Where are you from? What brought you to London?
I was born and raised in London. As a child I used to draw obsessively. Photography came later. I read History of Art at the University of Bristol and it was during these years that I began experimenting with photography. I joined the darkroom at University and was able to use the library to research photographers I liked. A couple of years after graduating, I took part in my first group exhibition. In the past 10 years since, I’ve had solo shows in London, Los Angeles, Paris and Dubai, and my work has been included in group exhibitions, art fairs and festivals internationally.
How has your artistic practice evolved and and shaped throughout the years? Have you always been a photographer?
My development as a photographer has coincided with that of digital technology. As digitalism has advanced and became more easily available, I have found myself moving in the other direction – gravitating towards traditional analogue methods. I tried embracing digital in the early days, but I didn’t enjoy the process. Today, my approach to photography is intentionally slow. I predominantly shoot with an analogue film that is no longer in production, so I’m forced to make photographs very selectively. Some days, if the light doesn’t feel right, I won’t make any photos at all so as not to waste my supply of film.
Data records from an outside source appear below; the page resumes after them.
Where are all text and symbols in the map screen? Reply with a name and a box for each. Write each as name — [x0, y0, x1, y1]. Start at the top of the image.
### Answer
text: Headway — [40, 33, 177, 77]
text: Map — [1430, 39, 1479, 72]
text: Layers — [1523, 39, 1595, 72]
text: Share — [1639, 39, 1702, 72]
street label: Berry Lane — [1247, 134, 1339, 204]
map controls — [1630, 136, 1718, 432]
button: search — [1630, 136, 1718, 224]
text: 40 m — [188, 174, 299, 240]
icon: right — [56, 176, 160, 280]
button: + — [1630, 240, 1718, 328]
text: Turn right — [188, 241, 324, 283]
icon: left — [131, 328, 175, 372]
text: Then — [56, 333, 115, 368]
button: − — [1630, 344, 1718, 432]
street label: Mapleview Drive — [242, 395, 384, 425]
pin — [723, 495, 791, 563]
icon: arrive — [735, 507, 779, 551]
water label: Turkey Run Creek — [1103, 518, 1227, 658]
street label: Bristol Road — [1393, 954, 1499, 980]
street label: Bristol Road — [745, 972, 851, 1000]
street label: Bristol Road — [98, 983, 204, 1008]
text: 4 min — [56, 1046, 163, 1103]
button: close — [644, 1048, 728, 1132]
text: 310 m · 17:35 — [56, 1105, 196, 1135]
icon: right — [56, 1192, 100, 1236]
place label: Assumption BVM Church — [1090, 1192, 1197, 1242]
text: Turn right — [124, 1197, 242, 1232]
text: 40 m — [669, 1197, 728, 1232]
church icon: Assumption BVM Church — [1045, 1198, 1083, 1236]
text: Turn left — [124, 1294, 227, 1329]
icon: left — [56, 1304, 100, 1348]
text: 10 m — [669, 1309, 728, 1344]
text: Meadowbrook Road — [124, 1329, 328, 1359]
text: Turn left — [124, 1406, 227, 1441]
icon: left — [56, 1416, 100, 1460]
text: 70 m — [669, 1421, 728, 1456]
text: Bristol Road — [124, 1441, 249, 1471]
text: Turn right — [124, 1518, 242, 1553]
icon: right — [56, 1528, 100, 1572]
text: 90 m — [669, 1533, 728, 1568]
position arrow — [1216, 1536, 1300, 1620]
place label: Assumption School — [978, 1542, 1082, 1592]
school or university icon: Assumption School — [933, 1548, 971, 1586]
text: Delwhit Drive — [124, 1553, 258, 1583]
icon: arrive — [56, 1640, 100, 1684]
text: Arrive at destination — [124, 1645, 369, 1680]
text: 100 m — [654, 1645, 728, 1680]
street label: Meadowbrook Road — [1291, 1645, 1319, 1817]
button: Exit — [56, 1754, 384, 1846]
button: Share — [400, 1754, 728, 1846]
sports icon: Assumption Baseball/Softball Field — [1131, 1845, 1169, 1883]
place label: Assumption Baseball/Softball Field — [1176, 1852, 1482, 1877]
As far as planning goes, I do plan trips to explore landscapes with the intention of making new work, but I can’t plan my photographs entirely. Chance is an important part of the process as there are things one can’t predict: the weather, the light, the things one encounters. Working with an antique camera and film that is many years past expiry means that I sometimes have unexpected results, such as imperfections and light leaks. Sometimes these spoil the image, but occasionally they enhance them, adding a sense of mystery and intrigue.
How would you describe your aesthetic?
I would describe my aesthetic at this time as small-scale monochrome imagery with a strong atmosphere and a sense of stillness and time. Recurring themes in my work are universal – the natural world, the passing of time and mortality. I find walking very conducive to photography and feel most inspired when walking in new landscapes. I am particularly drawn to rugged coasts, the sea, waterfalls and moonlit nights.
What do you want people to take from your work when they view the work? Do you have the audience consciously in mind when you are creating?
Unless making commissioned work, I generally don’t have the audience in mind when working. It’s something I do for myself. The way I work provides escape from the influence of technology and the fast pace of life in London. Walking in the landscape and looking carefully at my surroundings is a kind of meditation.
In terms of what I want people to take from my work, for me, a successful photograph is one that evokes a feeling in the viewer. I don’t love it when people ask things like, “where was this photo taken?” I consider that a pretty boring question. Where a photograph was made isn’t as important as your response to it…what it makes you feel.
What’s next – projects, collaborations, exhibitions? Do you have current works in progress?
Last year I published my first photo-book, VISCERA, and had a busy year promoting it. The book launch took place at Sotheby’s in May, and I had signings and talks at the London Art Book Fair at Whitechapel Gallery, Sketch in Mayfair and Soho Farmhouse in Oxfordshire. I also took part in group exhibitions in London and Oxford. This left little time to make new work, so I have put time aside this year to experiment with my photography and make new work.